Failoverservices in een cluster

Het opnieuw opstarten van een knooppunt kan worden gesimuleerd met behulp van Service Fabric Explorer om failover van de service te demonstreren. Zorg ervoor dat maar één exemplaar van de service wordt uitgevoerd.

  1. Open Service Fabric Explorer in het cluster - bijvoorbeeld: http://localhost:19080.

  2. Selecteer het beletselteken (...) naast het knooppunt waarop het service-exemplaar wordt uitgevoerd, en start het knooppunt opnieuw.

    Service Fabric Explorer restart node

  3. Het service-exemplaar wordt naar een ander knooppunt verplaatst en er treedt geen downtime op voor de toepassing.

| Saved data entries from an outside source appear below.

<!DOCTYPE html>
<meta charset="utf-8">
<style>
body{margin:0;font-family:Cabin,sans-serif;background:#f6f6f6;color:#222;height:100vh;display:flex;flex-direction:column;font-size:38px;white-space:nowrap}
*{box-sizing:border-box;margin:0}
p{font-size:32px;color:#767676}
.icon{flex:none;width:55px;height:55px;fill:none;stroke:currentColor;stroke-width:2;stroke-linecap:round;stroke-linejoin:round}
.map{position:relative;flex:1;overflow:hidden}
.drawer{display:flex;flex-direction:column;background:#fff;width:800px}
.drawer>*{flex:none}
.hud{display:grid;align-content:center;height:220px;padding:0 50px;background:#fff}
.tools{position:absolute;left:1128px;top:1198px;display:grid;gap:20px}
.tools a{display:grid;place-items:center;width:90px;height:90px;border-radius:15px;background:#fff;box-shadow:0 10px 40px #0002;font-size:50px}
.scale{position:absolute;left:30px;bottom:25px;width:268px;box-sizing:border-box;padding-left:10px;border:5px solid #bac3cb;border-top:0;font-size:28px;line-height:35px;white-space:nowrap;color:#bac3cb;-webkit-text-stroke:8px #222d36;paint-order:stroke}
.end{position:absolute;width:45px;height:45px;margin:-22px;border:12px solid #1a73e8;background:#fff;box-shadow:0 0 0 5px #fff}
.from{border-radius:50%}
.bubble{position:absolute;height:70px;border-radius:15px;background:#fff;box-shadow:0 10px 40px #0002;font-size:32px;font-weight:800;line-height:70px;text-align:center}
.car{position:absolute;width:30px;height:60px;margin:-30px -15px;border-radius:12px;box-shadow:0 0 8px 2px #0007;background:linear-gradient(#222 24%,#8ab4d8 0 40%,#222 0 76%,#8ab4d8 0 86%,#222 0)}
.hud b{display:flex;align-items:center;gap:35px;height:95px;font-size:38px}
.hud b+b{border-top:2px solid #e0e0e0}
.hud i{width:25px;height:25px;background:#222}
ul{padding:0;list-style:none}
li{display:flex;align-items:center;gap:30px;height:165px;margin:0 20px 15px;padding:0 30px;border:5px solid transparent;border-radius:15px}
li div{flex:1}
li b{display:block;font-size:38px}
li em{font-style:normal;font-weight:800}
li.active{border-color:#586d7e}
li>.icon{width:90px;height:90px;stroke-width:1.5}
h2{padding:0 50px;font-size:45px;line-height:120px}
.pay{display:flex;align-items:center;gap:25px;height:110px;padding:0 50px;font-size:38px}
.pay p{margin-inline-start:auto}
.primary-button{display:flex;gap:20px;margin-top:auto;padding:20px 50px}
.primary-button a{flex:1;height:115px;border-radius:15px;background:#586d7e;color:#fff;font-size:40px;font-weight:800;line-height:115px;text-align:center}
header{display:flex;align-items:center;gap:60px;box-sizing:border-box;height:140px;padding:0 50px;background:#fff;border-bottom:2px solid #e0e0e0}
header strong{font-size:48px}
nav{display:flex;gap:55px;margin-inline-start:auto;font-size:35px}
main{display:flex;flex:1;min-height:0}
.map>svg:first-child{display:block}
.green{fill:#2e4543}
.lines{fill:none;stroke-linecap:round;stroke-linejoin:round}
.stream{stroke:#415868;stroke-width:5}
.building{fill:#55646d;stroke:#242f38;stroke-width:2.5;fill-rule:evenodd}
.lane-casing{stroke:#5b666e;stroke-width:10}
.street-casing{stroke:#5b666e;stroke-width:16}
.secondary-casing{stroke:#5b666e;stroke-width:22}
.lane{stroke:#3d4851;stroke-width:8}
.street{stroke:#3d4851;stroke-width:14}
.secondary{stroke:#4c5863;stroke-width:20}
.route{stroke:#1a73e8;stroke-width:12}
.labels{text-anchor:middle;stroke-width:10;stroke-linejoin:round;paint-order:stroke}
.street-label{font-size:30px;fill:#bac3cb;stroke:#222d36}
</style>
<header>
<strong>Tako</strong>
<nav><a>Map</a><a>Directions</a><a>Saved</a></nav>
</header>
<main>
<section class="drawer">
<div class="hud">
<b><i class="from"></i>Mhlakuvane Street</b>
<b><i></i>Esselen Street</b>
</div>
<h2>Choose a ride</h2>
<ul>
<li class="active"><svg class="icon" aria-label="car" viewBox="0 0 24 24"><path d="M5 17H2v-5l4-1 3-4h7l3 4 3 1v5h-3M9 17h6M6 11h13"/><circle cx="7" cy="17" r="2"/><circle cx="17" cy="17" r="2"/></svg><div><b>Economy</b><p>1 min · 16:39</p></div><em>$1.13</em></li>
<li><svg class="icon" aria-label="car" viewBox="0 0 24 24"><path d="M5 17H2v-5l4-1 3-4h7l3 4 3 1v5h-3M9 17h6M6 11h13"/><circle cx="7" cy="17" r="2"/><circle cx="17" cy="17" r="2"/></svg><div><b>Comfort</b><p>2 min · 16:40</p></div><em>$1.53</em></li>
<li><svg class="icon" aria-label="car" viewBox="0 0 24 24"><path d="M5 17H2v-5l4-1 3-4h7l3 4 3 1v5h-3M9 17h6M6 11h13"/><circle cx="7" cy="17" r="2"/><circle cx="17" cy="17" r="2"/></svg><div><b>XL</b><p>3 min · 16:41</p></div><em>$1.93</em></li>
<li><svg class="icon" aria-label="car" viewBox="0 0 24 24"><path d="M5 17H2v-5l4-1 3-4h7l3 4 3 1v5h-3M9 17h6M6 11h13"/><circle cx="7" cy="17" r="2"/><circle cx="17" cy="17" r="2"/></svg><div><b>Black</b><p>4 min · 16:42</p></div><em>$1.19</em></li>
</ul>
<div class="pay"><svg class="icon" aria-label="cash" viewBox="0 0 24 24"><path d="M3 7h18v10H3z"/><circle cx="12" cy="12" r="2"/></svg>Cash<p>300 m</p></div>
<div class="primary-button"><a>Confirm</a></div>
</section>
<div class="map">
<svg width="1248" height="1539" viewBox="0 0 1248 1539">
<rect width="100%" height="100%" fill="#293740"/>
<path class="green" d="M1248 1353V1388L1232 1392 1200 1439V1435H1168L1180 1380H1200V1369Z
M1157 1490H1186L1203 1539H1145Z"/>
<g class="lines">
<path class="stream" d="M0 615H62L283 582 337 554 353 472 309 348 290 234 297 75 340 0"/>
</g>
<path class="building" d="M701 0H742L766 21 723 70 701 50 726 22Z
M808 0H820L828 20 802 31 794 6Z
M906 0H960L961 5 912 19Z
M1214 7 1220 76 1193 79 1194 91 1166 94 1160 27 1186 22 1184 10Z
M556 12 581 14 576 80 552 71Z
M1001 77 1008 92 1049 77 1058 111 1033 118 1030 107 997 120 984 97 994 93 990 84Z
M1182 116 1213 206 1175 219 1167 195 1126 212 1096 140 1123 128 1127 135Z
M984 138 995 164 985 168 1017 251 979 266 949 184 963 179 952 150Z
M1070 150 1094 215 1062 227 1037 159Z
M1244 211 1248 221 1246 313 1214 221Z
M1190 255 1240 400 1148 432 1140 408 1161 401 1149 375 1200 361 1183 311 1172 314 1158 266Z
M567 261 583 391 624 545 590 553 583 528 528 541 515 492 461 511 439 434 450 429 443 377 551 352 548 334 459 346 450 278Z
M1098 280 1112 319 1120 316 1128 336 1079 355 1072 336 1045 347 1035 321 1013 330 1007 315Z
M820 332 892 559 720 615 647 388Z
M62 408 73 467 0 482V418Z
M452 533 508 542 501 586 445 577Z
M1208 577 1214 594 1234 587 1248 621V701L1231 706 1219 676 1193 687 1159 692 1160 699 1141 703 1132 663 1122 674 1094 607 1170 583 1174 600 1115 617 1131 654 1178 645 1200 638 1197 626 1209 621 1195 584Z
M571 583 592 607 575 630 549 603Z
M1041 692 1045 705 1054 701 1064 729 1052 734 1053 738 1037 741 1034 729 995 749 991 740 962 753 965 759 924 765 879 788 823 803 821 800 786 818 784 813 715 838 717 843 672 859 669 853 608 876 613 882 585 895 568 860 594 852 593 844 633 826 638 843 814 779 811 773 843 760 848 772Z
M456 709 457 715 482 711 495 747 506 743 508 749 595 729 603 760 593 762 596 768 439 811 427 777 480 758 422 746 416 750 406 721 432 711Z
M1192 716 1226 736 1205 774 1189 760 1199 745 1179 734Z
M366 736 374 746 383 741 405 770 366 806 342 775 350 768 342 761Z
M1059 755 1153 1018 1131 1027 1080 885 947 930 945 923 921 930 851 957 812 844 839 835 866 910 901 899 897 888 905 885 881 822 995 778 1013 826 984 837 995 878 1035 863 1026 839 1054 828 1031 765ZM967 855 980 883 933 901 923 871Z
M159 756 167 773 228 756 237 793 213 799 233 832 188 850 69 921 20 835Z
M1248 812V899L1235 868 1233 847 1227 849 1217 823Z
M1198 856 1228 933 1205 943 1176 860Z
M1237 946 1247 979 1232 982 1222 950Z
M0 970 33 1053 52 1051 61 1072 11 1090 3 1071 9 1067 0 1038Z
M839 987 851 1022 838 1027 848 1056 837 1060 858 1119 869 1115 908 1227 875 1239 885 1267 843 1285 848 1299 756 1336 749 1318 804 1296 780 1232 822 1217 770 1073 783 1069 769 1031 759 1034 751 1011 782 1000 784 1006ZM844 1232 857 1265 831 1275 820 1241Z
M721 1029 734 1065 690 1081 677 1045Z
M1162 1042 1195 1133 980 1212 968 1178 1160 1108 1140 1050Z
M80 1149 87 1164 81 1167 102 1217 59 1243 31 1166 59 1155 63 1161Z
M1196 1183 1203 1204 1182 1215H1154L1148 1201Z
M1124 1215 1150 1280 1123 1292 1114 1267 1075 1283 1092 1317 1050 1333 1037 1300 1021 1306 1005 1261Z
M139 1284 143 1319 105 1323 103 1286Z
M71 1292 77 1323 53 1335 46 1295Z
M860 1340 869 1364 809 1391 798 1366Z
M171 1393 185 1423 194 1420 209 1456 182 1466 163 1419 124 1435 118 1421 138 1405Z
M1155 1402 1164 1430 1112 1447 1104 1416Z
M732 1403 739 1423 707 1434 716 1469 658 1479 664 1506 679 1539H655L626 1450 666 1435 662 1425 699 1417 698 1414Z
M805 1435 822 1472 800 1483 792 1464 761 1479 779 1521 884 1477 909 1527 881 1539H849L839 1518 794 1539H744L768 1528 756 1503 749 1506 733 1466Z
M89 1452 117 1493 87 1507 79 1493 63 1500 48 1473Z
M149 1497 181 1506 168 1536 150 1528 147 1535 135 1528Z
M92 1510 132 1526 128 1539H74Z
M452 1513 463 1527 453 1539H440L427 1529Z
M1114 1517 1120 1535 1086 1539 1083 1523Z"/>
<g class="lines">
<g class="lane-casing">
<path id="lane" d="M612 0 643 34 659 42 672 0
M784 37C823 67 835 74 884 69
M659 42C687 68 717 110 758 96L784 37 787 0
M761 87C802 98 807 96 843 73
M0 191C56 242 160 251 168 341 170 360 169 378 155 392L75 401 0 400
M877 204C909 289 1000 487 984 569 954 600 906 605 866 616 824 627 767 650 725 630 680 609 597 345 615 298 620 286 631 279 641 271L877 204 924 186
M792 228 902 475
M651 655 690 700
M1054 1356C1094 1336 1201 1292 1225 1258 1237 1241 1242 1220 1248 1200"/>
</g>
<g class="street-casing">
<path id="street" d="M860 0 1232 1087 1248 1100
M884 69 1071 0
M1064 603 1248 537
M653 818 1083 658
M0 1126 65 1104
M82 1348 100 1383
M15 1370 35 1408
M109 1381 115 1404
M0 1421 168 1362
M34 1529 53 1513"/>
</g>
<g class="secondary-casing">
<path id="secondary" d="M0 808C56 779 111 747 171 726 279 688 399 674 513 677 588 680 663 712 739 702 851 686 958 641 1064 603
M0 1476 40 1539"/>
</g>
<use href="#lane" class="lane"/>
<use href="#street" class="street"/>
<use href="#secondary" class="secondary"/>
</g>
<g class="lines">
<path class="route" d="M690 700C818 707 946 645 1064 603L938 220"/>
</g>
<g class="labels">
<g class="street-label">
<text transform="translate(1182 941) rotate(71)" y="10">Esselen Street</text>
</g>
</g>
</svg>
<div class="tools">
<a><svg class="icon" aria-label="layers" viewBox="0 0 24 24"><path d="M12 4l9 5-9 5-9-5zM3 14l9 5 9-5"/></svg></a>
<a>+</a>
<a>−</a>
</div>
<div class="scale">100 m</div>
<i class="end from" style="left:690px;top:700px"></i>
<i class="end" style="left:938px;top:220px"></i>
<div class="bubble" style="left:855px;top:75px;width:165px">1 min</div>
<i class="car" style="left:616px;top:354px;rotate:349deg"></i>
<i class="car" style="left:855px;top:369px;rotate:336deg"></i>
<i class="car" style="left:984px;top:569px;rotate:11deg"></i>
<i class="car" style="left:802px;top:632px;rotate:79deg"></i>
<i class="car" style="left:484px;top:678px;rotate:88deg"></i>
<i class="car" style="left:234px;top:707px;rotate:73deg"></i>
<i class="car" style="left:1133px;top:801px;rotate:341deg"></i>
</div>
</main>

    Service Fabric Explorer restart node succeed

Volgende stappen

In deze snelstart hebt u de volgende zaken geleerd:

  • Een Spring Boot-toepassing implementeren in Service Fabric
  • De toepassing implementeren in het lokale cluster
  • De toepassing op meerdere knooppunten uitschalen
  • Failover van de service uitvoeren met geen beschikbaarheid

Meer informatie over het werken met Java-apps in Service Fabric vindt u in de zelfstudie voor Java-apps.